By Romeo San Vicente
Tyler Perry has a taste for Old Spice guy
When Tyler Perry makes a decision that affects your life, sometimes he doesn’t even bother to tell you about it at first. That’s what just happened to Old Spice commercial overnight sensation Isaiah Mustafa (the man on the horse) when Perry cast him in a small role in his upcoming adaptation of the play “For Colored Girls Who Have Considered Suicide When The Rainbow Is Enuf.” The director then changed his mind and decided to upgrade Mustafa to the leading man role in his latest man-in-drag comedy “Madea’s Big Happy Family.” No word on what sort of leading man role this is, but based on past Perry films, it’s a safe bet that Mustafa will play the no-good, mean, cheating husband or the poor-but-honest Christian laborer who saves the beleaguered heroine from the no-good, mean, cheating husband. Perry, as Madea, will then hit someone with a frying pan. It’s going to be hilarious.
Revealed: the ‘90210’ teen coming out is…
Not long ago, the creative minds over at the new “90210,” realizing that “Degrassi: The Next Generation” had already beaten them to the punch a few years ago with a gay teenager storyline (they’re already working with a transgender plot, that’s how much more progressive they are in Canada), decided it was time to lumber forward into the present and provide the kids at West Beverly a chance to forge new understandings about human sexuality. Enter Trevor Donovan’s character, Teddy Montgomery. And he’s already a part of the cast; we just weren’t made aware that he was checking out the guys instead of the girls. In the new season Teddy will go public with his orientation and fall for an equally impossibly handsome student played by Kyle Riabko (the young man who took over for Jonathan Groff in “Spring Awakening” on Broadway). Mutual shirtlessness is bound to ensue.
‘Law & Order”s Prop. 8 slate
It’s been settled (ish) in real life; now it’s Prop. 8’s turn to get its day in court on episodic television. As you may or may not be aware, California’s Proposition 8 removed the rights of gay and lesbian citizens to marry, thanks to a ballot measure popular vote and a lot of Church of Latter Day Saints cash. Recently it was overturned, allowing Californians once again to live in the blissful state of marriage equality. And thanks to its history of ripping stories from the headlines, the latest “Law & Order” franchise, “Law & Order: Los Angeles,” will explore the issue in an early episode when the series debuts this fall. The big names in the regular cast are, so far, Skeet Ulrich, Alfred Molina, Terrence Howard and Regina Hall. Which one of their characters will be most personally affected by the plotline? Tune in this fall and listen for that “chunk-chunk” sound to find out.

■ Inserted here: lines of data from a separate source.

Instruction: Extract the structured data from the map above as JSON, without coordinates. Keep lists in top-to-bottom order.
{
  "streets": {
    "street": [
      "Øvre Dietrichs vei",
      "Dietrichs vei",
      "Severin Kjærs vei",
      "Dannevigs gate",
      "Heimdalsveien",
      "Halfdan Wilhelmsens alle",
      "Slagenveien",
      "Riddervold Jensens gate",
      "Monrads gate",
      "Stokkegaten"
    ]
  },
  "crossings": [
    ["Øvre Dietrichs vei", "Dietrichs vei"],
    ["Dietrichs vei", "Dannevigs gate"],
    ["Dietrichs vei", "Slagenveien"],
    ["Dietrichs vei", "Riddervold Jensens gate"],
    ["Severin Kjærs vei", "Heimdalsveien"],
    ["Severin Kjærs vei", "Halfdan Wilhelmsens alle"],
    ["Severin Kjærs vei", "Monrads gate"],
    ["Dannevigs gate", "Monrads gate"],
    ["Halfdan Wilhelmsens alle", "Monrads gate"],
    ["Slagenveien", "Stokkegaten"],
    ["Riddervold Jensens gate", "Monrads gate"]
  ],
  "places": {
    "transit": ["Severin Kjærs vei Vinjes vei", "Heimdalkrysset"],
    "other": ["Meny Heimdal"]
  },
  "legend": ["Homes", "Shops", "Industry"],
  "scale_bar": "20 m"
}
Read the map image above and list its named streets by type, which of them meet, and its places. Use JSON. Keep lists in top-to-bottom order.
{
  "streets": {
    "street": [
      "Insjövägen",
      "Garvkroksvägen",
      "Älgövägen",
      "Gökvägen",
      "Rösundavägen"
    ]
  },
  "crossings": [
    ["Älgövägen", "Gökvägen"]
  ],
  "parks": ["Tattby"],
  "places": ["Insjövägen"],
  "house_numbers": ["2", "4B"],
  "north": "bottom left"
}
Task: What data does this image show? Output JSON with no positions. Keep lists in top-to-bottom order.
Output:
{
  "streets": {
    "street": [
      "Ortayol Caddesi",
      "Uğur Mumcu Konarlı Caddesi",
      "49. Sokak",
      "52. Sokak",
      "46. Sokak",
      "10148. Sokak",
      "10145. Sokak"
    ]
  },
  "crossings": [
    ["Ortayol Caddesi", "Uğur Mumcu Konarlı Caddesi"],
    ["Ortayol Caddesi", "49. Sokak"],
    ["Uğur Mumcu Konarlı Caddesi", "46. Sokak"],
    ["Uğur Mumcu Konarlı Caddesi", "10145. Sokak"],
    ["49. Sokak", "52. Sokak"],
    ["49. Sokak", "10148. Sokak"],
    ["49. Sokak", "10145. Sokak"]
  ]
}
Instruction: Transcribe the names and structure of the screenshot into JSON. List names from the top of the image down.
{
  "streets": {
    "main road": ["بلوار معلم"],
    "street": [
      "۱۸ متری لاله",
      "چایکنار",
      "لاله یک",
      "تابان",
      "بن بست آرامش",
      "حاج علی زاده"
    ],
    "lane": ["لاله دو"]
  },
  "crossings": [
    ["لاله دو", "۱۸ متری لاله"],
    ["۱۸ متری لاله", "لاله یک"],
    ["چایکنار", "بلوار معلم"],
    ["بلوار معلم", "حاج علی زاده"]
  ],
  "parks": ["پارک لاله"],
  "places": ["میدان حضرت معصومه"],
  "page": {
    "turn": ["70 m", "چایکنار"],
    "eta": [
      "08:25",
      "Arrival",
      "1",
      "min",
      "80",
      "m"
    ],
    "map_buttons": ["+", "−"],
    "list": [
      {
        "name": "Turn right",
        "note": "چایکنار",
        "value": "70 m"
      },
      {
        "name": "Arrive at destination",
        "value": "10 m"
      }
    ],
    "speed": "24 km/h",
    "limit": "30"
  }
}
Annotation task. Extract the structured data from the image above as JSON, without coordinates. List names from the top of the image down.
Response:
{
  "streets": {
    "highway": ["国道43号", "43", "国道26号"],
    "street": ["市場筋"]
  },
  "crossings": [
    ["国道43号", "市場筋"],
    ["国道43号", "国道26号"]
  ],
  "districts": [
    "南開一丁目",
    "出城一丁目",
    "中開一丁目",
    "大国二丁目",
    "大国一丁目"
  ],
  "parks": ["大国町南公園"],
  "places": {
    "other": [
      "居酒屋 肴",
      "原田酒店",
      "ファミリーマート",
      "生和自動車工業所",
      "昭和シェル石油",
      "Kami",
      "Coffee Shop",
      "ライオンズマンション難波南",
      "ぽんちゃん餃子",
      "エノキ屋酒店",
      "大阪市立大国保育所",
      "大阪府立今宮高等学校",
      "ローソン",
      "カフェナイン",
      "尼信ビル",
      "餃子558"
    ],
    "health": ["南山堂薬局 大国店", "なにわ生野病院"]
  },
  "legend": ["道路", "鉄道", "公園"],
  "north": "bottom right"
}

‘Golden Girls’ gets new life … in Spain
You “Golden Girls” superfans probably already knew this, but were the rest of you aware that other countries have already taken the “funny senior ladies living together” storyline and run with it? In the U.K. there was “Brighton Belles”; in Russia, “Bolshie Devochki”; and in Greece, “Chrysa Koritsia.” Well now it’s Spain’s turn to reinterpret the “Girls” with “Chicas de oro” (literally translated: Girls of Gold). What’s sure to interest some gay fans is the presence of longtime Pedro Almodovar muse Carmen Maura as one of the four friends. The others are Spanish stars Concha Velasco, Lola Herrara and Alicia Hermida. Now, unless you’ve got some kind of super-satellite TV system that broadcasts international channels directly into your home, you’ll have to wait until the DVDs hit the Spanish market to see this thing. And then need an all-region DVD player. But really, what devotion!